Action item: A complete answer lists every line of the entries below where the string "sizing" appears.

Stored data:
● ● ● ● ●

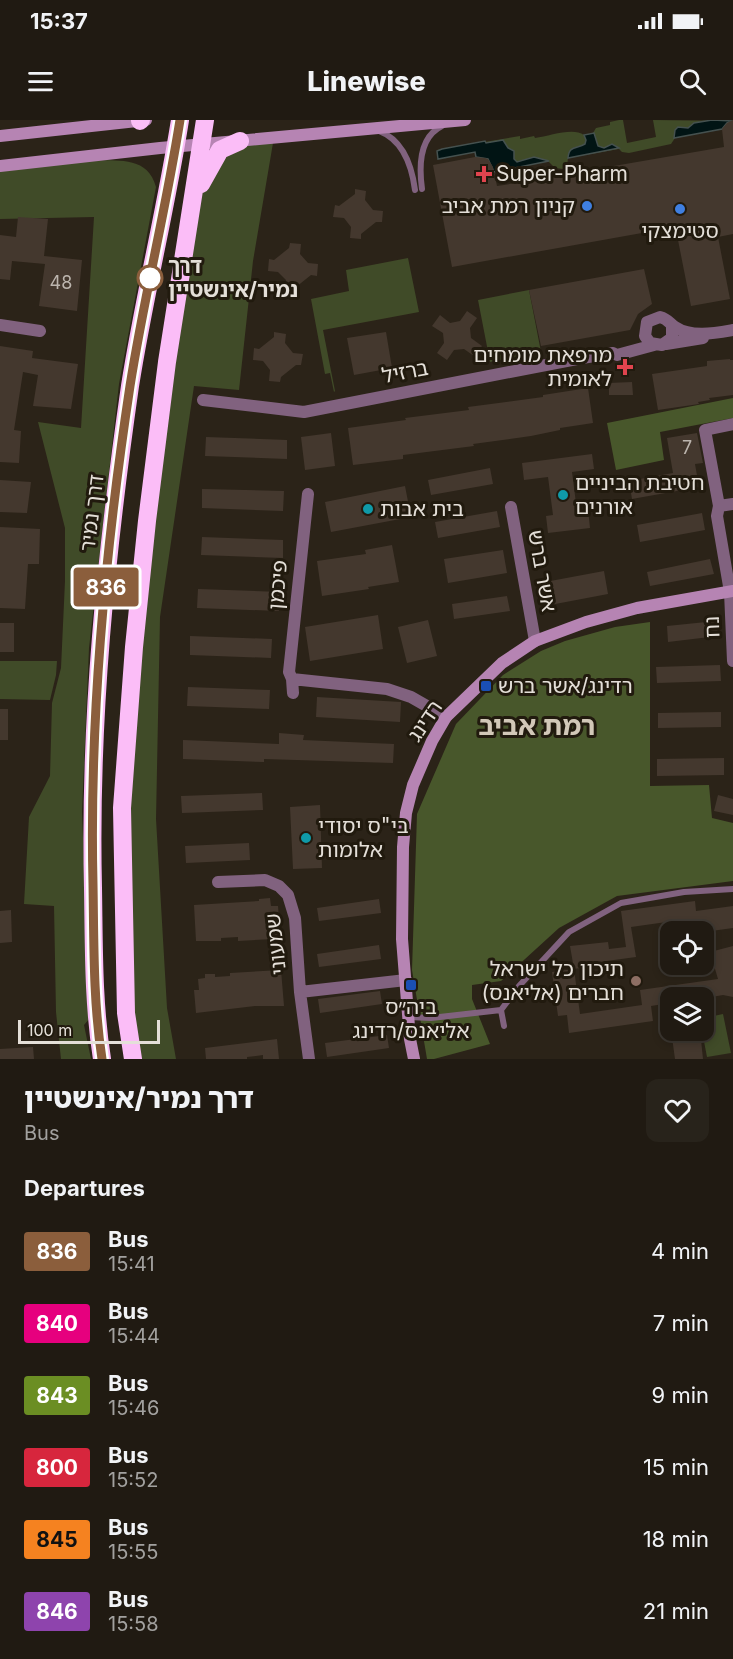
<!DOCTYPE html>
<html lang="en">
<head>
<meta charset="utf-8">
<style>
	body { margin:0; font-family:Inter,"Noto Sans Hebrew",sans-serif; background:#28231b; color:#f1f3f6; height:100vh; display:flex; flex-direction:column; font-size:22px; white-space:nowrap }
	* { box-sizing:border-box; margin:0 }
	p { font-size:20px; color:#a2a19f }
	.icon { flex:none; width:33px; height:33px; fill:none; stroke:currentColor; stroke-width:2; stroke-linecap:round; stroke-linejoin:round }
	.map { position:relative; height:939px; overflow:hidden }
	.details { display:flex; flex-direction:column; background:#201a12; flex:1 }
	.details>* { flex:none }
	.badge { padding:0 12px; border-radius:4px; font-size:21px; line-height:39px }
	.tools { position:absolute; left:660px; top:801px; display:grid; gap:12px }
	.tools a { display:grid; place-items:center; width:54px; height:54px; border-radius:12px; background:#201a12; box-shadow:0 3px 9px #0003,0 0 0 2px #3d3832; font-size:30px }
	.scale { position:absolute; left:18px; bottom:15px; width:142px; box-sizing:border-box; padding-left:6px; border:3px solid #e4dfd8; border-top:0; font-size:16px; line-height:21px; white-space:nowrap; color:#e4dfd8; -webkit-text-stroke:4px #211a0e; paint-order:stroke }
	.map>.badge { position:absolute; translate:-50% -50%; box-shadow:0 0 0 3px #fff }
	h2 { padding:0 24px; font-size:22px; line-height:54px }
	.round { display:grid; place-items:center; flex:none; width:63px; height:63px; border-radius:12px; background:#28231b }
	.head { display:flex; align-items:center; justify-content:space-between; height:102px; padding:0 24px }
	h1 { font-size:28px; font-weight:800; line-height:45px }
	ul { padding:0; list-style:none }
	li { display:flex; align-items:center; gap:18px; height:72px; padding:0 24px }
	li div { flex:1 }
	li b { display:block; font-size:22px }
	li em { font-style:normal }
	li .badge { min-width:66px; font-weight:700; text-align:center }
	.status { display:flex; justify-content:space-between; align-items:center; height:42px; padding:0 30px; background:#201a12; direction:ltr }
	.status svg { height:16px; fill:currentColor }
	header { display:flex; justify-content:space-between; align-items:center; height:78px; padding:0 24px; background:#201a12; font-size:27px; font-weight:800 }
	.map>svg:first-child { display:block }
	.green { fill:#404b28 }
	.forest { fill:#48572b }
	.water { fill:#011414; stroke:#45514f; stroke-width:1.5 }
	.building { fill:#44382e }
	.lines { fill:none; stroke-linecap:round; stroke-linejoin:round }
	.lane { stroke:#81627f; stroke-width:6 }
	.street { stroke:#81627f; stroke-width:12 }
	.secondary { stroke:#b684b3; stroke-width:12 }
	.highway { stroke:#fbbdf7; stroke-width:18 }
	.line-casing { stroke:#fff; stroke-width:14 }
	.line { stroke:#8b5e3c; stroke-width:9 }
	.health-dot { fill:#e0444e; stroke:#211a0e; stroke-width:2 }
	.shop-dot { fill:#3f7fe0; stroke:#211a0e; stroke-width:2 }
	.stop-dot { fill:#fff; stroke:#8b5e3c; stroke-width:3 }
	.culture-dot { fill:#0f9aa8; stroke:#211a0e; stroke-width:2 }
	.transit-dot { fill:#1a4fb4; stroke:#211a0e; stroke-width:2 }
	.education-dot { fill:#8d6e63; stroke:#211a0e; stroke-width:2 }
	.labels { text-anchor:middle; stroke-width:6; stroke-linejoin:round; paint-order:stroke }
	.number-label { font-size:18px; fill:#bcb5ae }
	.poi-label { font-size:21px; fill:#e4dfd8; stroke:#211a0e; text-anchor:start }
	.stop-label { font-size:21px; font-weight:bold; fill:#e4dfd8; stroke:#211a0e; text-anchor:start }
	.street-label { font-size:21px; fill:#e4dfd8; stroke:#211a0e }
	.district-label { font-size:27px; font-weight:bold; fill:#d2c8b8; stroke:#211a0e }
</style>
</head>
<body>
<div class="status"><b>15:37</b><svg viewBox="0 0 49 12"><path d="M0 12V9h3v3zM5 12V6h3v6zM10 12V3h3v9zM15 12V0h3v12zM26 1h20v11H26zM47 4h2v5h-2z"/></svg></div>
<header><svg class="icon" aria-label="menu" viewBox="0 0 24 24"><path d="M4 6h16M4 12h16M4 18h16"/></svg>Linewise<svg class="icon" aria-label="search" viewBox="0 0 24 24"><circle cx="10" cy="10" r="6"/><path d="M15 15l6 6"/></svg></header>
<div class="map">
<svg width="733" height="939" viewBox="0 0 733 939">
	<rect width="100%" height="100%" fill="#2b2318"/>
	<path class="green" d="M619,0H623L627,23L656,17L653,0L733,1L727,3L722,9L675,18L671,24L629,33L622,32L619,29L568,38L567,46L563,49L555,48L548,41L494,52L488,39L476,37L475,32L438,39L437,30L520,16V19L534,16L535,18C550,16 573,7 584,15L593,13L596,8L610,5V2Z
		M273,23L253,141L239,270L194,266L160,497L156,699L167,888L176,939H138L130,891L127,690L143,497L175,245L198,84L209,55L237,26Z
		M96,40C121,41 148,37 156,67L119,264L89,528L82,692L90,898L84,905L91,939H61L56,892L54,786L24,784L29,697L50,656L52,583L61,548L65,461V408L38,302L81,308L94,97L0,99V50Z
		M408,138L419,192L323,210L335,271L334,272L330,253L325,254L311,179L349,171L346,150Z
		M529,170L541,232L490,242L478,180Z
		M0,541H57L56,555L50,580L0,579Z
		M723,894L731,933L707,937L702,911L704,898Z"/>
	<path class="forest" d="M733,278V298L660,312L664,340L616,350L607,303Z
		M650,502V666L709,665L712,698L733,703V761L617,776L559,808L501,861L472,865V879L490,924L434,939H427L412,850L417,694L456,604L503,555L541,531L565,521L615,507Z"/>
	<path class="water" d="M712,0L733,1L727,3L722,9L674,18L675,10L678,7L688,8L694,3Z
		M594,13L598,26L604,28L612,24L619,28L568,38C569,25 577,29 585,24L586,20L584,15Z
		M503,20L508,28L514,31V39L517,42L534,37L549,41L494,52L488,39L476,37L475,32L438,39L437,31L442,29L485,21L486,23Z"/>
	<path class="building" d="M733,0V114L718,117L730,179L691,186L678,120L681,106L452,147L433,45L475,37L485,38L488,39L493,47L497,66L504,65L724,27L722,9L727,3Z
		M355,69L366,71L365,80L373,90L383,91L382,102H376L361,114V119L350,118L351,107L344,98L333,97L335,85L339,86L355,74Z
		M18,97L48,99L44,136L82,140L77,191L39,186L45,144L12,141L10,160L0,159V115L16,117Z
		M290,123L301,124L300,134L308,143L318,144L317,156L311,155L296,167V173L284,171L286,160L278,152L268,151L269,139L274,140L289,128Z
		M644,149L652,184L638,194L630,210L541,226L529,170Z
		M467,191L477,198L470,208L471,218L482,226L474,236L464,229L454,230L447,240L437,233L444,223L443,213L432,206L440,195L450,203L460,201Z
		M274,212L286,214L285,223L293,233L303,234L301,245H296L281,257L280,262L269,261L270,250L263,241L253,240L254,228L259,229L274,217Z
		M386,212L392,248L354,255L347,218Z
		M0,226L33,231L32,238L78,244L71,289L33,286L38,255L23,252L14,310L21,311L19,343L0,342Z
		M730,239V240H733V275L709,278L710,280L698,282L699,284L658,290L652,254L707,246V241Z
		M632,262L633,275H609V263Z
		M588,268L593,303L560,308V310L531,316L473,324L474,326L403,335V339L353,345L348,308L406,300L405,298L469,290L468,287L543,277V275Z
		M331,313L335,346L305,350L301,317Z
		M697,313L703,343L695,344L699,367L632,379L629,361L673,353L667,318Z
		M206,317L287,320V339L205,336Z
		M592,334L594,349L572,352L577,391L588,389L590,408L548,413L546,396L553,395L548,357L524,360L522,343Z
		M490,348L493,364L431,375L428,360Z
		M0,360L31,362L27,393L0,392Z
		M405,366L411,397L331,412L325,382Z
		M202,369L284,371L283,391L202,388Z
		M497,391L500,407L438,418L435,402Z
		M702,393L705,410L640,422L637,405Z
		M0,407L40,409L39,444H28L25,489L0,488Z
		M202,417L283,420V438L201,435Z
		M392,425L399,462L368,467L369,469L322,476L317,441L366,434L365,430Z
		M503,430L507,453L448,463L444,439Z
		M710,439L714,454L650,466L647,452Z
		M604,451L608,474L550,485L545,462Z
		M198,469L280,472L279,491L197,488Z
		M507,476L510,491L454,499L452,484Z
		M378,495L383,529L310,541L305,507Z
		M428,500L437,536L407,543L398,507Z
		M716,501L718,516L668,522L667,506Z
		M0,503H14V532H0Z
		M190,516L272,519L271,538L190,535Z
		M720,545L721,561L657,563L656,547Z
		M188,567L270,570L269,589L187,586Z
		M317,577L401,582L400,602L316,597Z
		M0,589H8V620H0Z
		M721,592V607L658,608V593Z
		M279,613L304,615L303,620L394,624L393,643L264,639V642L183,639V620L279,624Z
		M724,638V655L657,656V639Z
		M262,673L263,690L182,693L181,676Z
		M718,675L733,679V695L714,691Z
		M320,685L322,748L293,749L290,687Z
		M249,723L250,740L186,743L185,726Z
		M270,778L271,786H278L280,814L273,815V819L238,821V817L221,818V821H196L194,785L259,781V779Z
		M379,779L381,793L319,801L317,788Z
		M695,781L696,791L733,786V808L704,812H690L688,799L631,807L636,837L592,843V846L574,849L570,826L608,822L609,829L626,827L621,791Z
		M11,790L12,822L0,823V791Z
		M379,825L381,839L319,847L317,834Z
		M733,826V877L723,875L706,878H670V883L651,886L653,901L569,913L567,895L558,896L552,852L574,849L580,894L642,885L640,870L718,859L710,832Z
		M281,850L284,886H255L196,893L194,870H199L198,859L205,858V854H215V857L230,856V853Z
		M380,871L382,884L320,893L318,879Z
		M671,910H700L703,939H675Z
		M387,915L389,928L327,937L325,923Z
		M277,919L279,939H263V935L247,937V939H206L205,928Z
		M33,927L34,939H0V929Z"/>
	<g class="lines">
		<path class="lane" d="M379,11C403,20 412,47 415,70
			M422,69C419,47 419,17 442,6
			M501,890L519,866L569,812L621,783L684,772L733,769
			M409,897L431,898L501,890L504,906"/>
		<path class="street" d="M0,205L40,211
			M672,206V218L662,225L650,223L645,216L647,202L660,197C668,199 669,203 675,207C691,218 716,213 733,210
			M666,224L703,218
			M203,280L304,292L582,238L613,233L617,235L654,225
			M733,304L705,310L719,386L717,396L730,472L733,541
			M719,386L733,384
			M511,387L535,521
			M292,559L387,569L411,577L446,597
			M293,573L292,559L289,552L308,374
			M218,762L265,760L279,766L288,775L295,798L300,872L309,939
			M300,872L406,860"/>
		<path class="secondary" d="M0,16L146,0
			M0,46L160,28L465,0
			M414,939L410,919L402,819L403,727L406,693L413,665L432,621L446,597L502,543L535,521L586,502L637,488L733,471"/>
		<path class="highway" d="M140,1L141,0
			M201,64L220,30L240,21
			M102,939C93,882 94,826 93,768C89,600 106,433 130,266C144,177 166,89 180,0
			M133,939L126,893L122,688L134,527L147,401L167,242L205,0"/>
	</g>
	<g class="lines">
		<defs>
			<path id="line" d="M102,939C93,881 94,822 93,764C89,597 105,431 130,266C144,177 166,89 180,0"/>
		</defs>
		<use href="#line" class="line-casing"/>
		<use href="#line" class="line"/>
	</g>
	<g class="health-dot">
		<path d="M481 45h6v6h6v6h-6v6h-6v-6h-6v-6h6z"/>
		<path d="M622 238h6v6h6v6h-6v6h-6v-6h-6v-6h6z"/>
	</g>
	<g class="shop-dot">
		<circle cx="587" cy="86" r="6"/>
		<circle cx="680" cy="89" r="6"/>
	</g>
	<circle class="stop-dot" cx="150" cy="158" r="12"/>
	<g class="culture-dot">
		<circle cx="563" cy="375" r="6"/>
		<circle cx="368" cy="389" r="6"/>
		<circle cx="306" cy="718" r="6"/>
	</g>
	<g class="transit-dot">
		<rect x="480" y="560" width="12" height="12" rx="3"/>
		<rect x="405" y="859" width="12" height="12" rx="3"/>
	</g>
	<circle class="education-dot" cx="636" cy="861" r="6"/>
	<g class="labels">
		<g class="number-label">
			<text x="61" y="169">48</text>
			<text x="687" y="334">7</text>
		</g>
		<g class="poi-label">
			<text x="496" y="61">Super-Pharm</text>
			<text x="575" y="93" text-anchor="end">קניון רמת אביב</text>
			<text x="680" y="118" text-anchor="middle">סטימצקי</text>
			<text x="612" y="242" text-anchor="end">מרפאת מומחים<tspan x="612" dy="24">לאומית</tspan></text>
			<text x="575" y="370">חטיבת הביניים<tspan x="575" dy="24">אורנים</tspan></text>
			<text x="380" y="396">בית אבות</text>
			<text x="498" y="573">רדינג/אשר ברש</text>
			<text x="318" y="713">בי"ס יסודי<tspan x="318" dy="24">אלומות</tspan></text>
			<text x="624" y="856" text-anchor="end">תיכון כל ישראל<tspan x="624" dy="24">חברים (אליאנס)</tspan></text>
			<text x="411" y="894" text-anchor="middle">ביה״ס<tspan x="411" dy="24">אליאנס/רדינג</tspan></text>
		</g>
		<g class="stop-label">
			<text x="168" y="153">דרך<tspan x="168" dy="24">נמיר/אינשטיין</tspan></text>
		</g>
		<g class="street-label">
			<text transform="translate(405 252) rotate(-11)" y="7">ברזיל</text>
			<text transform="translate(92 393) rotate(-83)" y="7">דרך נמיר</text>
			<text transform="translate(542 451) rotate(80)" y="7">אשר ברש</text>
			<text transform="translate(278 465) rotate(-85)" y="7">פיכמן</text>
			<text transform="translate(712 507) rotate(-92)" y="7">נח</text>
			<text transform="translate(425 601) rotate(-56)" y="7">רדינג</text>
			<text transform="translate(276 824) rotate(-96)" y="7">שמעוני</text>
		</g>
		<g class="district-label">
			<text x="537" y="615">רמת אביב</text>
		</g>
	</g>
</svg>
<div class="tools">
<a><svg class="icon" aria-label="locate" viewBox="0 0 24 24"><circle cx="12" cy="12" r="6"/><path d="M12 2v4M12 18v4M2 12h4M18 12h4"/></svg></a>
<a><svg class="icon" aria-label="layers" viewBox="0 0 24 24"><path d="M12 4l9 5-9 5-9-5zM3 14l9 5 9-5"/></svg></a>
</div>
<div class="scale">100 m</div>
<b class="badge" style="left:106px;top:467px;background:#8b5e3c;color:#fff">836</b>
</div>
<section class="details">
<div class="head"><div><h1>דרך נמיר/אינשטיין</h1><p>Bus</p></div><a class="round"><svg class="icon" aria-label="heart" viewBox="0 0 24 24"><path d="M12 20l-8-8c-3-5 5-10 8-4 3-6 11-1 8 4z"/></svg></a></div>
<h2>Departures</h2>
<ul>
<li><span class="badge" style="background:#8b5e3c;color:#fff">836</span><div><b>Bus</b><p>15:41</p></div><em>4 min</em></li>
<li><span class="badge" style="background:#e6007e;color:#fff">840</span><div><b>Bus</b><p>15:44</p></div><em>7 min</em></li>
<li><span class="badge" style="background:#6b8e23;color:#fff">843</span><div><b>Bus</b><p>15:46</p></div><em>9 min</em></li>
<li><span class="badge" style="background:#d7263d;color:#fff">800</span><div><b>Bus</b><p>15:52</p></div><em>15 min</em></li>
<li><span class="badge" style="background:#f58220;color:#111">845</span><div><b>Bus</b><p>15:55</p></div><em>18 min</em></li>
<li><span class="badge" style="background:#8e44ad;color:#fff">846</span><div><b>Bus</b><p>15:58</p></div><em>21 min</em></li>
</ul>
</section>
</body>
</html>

● ● ● ● ●

Output of the task:
	* { box-sizing:border-box; margin:0 }
	.scale { position:absolute; left:18px; bottom:15px; width:142px; box-sizing:border-box; padding-left:6px; border:3px solid #e4dfd8; border-top:0; font-size:16px; line-height:21px; white-space:nowrap; color:#e4dfd8; -webkit-text-stroke:4px #211a0e; paint-order:stroke }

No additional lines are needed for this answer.